----- DATA EXTRACT

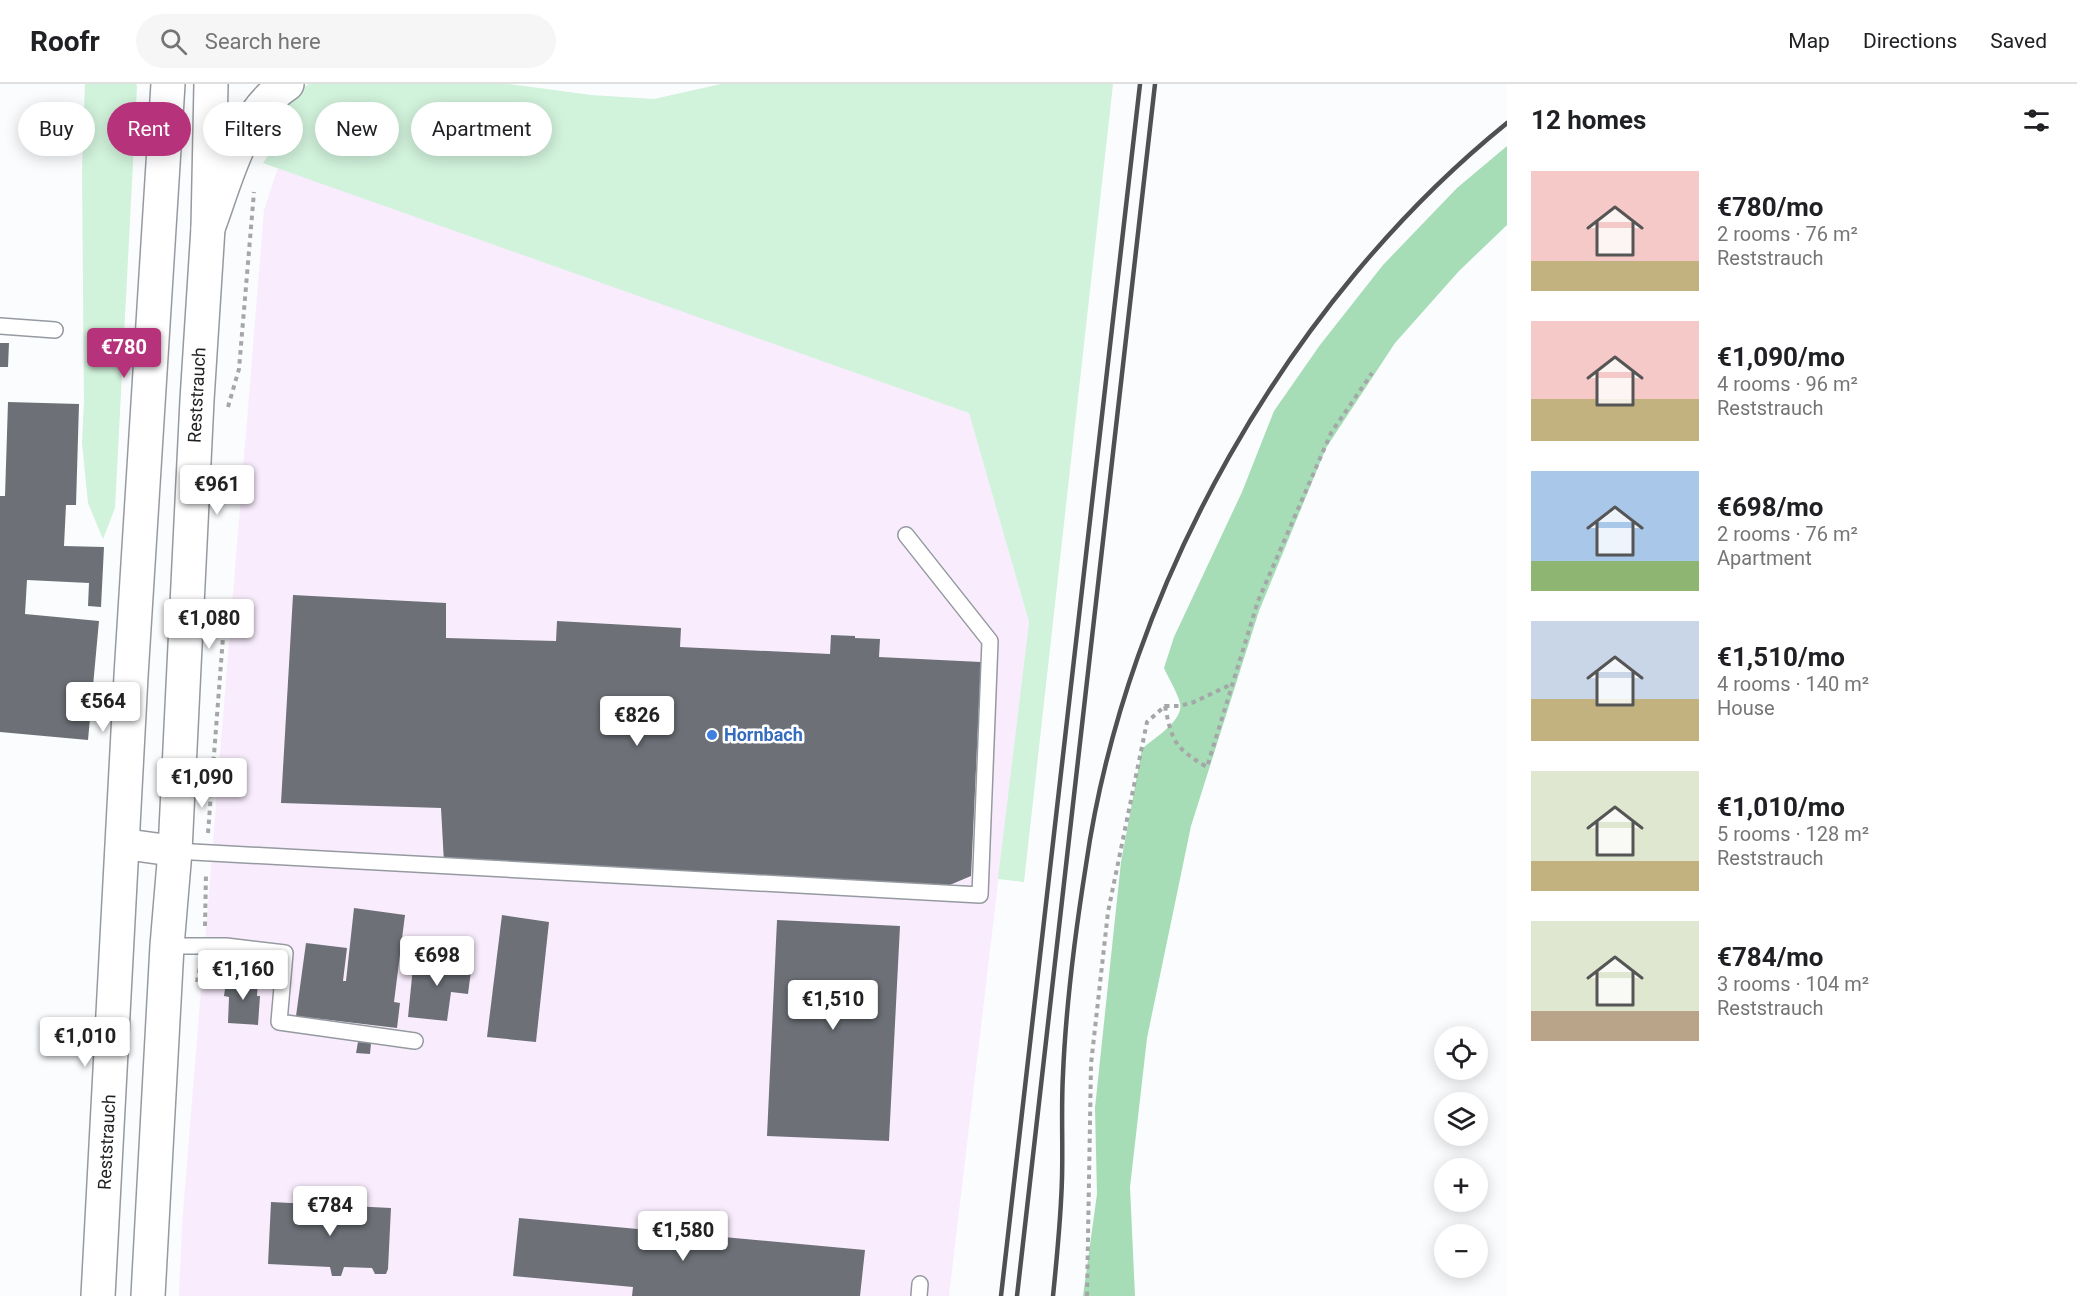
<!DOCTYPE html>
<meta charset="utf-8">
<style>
:root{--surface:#fff;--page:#f6f6f6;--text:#202124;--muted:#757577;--line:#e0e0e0;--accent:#b6337b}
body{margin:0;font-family:Roboto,sans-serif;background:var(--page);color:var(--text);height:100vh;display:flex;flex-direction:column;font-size:22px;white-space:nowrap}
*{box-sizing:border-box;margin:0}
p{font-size:20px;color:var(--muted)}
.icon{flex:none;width:33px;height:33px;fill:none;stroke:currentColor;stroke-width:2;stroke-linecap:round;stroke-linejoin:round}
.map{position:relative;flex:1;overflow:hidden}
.sheet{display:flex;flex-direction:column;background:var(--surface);width:570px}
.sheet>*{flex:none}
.guide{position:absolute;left:18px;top:18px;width:570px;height:54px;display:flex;gap:12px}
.tools{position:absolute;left:1434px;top:942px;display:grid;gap:12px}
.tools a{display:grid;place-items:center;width:54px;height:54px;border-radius:50%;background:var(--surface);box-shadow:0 3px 15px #0003;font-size:30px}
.price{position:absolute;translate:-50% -51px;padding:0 14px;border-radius:6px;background:#fff;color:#222;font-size:20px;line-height:39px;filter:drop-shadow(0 2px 3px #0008)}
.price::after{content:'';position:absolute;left:50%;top:36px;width:18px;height:14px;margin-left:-9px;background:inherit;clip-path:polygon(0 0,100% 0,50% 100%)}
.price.active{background:var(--accent);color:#fff}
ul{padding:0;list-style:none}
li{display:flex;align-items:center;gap:18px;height:150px;padding:0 24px}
li span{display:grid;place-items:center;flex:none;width:168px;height:120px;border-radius:0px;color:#555}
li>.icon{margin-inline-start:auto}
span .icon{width:72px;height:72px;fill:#fffc;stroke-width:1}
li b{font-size:26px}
h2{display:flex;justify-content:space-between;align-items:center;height:72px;padding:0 24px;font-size:26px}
.chip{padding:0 21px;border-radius:27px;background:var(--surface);box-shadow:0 3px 15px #0003;font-size:21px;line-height:54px}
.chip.active{background:var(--accent);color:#fff}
header{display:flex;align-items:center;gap:36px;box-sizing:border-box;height:84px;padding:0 30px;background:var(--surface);border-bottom:2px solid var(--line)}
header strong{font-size:28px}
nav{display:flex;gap:33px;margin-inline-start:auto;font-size:21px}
.search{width:420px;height:54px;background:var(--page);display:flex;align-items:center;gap:15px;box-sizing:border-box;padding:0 21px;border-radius:33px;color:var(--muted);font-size:22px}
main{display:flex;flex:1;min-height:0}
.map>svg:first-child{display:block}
</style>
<header>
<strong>Roofr</strong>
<div class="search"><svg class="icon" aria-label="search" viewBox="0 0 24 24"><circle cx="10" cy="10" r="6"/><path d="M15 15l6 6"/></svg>Search here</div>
<nav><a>Map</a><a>Directions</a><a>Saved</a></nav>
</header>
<main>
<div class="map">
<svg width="1507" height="1212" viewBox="0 0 1507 1212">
<rect width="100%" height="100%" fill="#fafcfe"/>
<!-- commercial -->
<path fill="#f9edfd" d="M 278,83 L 969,329 L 1029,538 L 949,1212 L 179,1212 L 182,1141 L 264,126 Z"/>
<!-- green -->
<g fill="#d1f2db">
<path d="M 85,0 L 136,0 L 137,2 L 115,424 L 103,455 L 88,419 L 82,359 L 84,317 L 82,86 Z"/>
<path d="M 309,0 L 509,0 L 591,11 L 654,15 L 721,0 L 1113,0 L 1024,798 L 998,795 L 1029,538 L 969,329 L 263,79 L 278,57 L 285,41 L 281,32 L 274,24 Z"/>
</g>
<!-- forest -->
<path fill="#a6dcb6" d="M 1507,62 L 1507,141 L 1459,187 L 1395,259 L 1326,364 L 1259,527 L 1191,742 L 1147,954 L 1130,1103 L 1135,1212 L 1083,1212 L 1097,1110 L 1095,1024 L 1121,778 L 1142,665 C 1154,654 1184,637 1180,619 C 1177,608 1169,595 1164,584 L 1174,553 L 1242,408 L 1274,327 L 1320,261 L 1383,181 L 1457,104 Z"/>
<!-- building -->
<g fill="#6d7177">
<path d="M 0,259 L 9,259 L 8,283 L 0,283 Z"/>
<path d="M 8,318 L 79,320 L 76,421 L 66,421 L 64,462 L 104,463 L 101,523 L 88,522 L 89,499 L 27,496 L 25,530 L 99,537 L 88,656 L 0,648 L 0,412 L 5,412 Z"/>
<path d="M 293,511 L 446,519 L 446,554 L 556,557 L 557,537 L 681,544 L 680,563 L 830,570 L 831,551 L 855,552 L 855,554 L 880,555 L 879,573 L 981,578 L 971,792 L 945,803 L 444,779 L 441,724 L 281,719 Z"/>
<path d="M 354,824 L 405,831 L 394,918 L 400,919 L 397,944 L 296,932 L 306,859 L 347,864 L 343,897 L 346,897 Z"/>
<path d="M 502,831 L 549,838 L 536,958 L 487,953 Z"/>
<path d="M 777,836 L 900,842 L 889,1057 L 767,1052 Z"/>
<path d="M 414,873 L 472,879 L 468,910 L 451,908 L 447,937 L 408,933 Z"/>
<path d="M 238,893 L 258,895 L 257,912 L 260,912 L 258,941 L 228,939 L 229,913 L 224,912 L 226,898 L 238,899 Z"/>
<path d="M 358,958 L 371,959 L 370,970 L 356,969 Z"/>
<path d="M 271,1118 L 391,1124 L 388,1185 L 386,1190 L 375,1190 L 372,1184 L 344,1183 L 341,1192 L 332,1192 L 330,1183 L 268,1180 Z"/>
<path d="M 519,1134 L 865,1166 L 860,1212 L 632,1212 L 633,1203 L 513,1192 Z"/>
</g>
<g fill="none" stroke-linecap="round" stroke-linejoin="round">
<!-- lane casing -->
<g stroke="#959aa0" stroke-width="18">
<g id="lane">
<path d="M 0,242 L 55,246"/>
<path d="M 175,767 L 980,811 L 990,557 L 906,451"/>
<path d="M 167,862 L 226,862 L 285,869 L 279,938 L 415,957"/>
<path d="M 919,1212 L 920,1200"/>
</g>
</g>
<!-- street casing -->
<g stroke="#959aa0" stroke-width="33">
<path id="street" d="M 124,760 L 175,767"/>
</g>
<!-- secondary casing -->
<g stroke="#959aa0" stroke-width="36">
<g id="secondary">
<path d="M 98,1212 L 131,592 L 168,0"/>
<path d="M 148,1212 L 167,862 L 175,767 L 197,316 L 208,144 L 211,0"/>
</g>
</g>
<!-- highway casing -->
<g stroke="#959aa0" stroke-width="36">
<path id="highway" d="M 208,144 C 227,94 240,31 287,0"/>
</g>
<!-- path -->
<g stroke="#a4a6a8" stroke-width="4" stroke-dasharray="4.5 4.5" stroke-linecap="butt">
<path d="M 228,323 L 239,285 L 254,108"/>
<path d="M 1165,622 C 1172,658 1175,664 1207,683 L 1258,517 L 1331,349 L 1372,289"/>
<path d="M 208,749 L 223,553 L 218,530"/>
<path d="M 205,842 L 206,789"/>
<path d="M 197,898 L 200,882"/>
<path d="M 1087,1212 L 1091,980 L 1108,828 L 1147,638 L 1165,622 L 1180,622 L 1194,618 L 1232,600"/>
</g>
<!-- lane -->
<use href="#lane" stroke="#fff" stroke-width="15"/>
<!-- street -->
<use href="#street" stroke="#fff" stroke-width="30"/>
<!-- secondary -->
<use href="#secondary" stroke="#fff" stroke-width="33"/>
<!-- highway -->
<use href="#highway" stroke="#fff" stroke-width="33"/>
<!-- rail -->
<g stroke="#4e5052" stroke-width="4.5">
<path d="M 1001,1212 L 1140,0"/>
<path d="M 1017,1212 L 1155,0"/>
<path d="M 1053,1212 C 1057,1173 1061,1134 1062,1094 C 1063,1060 1061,1024 1063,990 C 1066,920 1075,850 1086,781 C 1126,503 1288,216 1507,39"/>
</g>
</g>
<!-- markers -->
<circle fill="#3f7fe0" stroke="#fff" stroke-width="2" cx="712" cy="651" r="6"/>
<g text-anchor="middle" stroke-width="5" stroke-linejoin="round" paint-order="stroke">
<!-- street labels -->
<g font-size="18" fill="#1e2022" stroke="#fff">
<text transform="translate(197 311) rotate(-87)" y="6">Reststrauch</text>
<text transform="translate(107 1058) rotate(-87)" y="6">Reststrauch</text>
</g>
<!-- shop labels -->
<g font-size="18" font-weight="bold" fill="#366cbe" stroke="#fff" text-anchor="start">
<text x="724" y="657">Hornbach</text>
</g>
</g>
</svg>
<div class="tools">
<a><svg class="icon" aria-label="locate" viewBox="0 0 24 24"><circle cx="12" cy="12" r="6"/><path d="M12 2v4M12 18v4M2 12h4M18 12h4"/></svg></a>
<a><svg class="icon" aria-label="layers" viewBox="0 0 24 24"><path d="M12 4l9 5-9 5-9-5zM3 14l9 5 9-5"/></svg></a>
<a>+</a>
<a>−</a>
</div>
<b class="price active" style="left:124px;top:295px">€780</b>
<b class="price" style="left:217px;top:432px">€961</b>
<b class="price" style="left:209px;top:566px">€1,080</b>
<b class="price" style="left:103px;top:649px">€564</b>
<b class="price" style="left:637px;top:663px">€826</b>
<b class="price" style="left:202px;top:725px">€1,090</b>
<b class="price" style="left:437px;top:903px">€698</b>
<b class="price" style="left:243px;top:917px">€1,160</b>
<b class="price" style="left:833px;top:947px">€1,510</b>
<b class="price" style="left:85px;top:984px">€1,010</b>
<b class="price" style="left:330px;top:1153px">€784</b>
<b class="price" style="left:683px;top:1178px">€1,580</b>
<div class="guide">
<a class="chip">Buy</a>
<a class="chip active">Rent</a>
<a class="chip">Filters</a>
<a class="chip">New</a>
<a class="chip">Apartment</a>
</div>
</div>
<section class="sheet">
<h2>12 homes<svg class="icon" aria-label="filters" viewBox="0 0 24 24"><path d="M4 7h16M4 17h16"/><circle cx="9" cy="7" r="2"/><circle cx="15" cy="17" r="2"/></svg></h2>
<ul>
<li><span style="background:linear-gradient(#f6c9c9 75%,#c2b280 0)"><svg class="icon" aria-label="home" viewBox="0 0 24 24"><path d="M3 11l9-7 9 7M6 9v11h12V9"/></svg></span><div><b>€780/mo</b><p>2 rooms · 76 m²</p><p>Reststrauch</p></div></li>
<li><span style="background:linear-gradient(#f6c9c9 65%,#c2b280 0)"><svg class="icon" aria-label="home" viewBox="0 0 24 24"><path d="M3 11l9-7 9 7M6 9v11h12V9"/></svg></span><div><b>€1,090/mo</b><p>4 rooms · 96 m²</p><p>Reststrauch</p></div></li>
<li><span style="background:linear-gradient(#a9c7e8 75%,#8fb573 0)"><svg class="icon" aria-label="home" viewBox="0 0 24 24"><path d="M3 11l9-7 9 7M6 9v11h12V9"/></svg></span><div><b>€698/mo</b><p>2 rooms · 76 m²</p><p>Apartment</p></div></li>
<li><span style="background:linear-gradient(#c9d6e8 65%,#c2b280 0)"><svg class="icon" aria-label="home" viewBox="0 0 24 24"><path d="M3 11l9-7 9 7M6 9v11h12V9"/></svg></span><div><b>€1,510/mo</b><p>4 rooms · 140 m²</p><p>House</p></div></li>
<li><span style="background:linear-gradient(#dfe7d0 75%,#c2b280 0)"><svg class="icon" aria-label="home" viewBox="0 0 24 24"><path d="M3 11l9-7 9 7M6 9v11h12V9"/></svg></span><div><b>€1,010/mo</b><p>5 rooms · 128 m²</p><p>Reststrauch</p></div></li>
<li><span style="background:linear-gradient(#dfe7d0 75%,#b9a48a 0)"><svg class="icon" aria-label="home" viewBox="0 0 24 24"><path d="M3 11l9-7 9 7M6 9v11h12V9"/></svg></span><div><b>€784/mo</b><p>3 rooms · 104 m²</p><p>Reststrauch</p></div></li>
</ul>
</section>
</main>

----------

▸ WHAT IS REQUIRED: Determine how many lines above have the string "linecap" and output nothing besides the count.

▸ RESULT OF THE EXERCISE: 3